Los docentes, cuando existe un problema, pedimos el cuaderno de comunicados y escribimos una nota a los “señores padres”. Los “señores padres”, los adultos responsables que cumplen ese rol, son los educadores principales, juegan un papel fundacional y fundamental en la personalidad de los futuros adultos que tienen entre sus manos. Amar, proteger, cuidar y educar a los niños es su principal función. Vivimos en una sociedad que dista de ser amorosa y atenta. Si los niños están creciendo rodeados de un ambiente en donde la violencia, los insultos y el desprecio por el saber se consideran naturales, ¿cómo vamos a pretender que por sí sola, como si fuera un ambiente esterilizado y ajeno a la realidad, la escuela produzca ciudadanos instruidos y responsables?

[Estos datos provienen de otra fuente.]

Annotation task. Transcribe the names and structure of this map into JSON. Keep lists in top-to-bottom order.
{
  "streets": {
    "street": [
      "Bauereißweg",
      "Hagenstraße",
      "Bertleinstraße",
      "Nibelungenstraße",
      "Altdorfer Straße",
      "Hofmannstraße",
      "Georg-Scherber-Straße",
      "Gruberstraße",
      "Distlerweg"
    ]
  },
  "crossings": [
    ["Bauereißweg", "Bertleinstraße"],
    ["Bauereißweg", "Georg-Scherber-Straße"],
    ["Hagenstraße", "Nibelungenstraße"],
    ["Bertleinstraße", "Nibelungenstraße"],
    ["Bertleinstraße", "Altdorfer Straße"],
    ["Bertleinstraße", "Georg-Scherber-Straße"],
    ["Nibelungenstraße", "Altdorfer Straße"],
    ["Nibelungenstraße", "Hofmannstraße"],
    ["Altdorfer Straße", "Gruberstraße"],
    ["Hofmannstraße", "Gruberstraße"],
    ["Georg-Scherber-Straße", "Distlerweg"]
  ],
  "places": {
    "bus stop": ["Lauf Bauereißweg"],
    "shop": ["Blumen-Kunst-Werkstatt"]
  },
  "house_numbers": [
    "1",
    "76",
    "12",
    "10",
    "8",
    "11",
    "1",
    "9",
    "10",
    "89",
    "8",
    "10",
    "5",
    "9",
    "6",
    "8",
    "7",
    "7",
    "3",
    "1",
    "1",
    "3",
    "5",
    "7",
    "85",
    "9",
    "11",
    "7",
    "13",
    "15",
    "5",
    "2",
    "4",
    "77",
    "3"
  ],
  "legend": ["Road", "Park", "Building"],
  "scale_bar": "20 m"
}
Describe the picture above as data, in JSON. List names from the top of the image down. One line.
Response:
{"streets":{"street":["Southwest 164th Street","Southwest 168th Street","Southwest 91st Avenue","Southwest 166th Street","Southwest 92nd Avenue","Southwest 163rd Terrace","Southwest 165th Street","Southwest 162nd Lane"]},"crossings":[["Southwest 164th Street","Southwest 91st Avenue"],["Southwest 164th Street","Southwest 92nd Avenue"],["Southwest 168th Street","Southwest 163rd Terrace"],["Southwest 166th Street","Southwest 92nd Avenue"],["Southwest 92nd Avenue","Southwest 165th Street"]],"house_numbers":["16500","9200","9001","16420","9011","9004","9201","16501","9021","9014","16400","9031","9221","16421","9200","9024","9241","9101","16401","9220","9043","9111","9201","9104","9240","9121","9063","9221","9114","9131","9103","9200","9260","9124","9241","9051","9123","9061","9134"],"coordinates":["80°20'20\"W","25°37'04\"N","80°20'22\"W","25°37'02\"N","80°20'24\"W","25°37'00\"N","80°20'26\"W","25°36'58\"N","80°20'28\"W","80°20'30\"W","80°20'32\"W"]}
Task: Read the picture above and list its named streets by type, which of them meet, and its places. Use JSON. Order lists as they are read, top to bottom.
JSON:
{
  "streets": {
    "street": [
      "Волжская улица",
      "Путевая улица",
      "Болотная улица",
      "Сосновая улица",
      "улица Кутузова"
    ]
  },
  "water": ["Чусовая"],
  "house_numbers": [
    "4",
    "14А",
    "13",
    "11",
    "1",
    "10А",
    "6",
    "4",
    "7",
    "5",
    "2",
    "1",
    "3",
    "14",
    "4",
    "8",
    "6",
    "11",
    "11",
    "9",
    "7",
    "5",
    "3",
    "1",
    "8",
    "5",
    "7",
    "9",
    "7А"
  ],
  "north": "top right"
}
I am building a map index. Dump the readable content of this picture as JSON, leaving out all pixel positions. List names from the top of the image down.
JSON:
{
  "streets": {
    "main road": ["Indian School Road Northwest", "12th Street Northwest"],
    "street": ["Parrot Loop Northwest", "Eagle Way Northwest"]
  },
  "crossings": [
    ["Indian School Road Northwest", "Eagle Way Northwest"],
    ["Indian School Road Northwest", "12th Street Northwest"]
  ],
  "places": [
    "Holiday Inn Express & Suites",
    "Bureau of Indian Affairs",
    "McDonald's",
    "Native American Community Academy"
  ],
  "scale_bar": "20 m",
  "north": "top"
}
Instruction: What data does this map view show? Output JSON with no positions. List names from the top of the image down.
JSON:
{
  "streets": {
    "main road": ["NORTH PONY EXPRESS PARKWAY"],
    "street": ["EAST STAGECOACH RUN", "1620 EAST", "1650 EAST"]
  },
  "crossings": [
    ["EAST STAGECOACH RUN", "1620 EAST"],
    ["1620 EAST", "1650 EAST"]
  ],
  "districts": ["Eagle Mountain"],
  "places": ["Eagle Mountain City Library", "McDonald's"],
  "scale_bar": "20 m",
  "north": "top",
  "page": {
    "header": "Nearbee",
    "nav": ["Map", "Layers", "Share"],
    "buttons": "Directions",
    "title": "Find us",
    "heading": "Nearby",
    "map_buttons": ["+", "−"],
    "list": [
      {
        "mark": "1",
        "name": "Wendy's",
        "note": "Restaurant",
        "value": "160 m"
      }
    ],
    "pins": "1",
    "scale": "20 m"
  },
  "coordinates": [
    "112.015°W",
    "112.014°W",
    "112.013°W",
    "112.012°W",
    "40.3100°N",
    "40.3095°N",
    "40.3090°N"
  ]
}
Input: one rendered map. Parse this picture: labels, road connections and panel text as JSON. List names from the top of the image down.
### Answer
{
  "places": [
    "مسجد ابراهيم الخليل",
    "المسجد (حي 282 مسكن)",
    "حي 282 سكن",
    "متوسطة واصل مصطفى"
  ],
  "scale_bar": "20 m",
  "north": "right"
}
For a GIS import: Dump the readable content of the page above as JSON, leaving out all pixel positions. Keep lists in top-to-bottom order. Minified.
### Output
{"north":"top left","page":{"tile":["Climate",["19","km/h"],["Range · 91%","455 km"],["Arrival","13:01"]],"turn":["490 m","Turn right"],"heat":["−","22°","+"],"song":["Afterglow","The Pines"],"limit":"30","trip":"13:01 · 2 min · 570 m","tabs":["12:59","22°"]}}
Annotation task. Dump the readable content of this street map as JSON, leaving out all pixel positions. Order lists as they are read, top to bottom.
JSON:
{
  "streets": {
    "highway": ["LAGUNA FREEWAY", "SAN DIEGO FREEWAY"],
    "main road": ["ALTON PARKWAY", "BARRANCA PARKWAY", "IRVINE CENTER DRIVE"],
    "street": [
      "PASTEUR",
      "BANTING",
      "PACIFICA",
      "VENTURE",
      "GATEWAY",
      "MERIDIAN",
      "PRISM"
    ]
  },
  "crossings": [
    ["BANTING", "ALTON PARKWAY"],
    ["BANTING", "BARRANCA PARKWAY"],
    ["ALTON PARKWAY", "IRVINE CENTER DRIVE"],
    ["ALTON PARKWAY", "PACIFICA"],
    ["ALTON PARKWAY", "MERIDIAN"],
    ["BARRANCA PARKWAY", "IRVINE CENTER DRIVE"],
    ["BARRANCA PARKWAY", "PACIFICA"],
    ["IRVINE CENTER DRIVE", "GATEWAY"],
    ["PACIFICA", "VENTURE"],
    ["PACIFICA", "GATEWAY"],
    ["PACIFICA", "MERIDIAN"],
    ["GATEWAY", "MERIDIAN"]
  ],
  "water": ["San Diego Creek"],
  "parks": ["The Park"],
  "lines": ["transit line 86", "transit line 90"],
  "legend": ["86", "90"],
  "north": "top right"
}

Si un niño crece escuchando y viendo que todos los “otros” son dignos de desprecio, que la maestra es una inepta, que las mujeres tienen que dedicarse a lavar los platos, que llorar es de débiles, que estudiar no sirve para nada, que los que triunfan en la vida son los “vivos” y los buenos son los tontos, que a los pobres (o a los ricos), a los de Boca (o a los de River), a los que cortan la calle o estacionan mal, a los que sea que “molesten” por algo “hay que matarlos a todos”, que la única forma de solucionar los problemas es gritando y agarrándose a piñas (y podría seguir la enumeración durante varias páginas, pero me revolvería el estómago), ¿cómo vamos a pretender que los alumnos, junto al docente, se desenvuelvan en un “clima de aula” agradable y motivador para el estudio?

Para que la educación formal sea una herramienta poderosa y positiva, debe adecuarse a la realidad y dejar de trabajar en soledad. La sensación de frustración que mencioné al principio de este texto es desagradable, pero reconocerla es el primer paso. Señores padres: ustedes también son responsables de la tarea educativa que tenemos por delante. No sólo se educa en la escuela. Si los adultos continuamos enviando mensajes contradictorios, únicamente lograremos una sociedad contradictoria, lejana de esa Argentina unida, igualitaria, plena de armonía, justicia social y seguridad, que todos deseamos.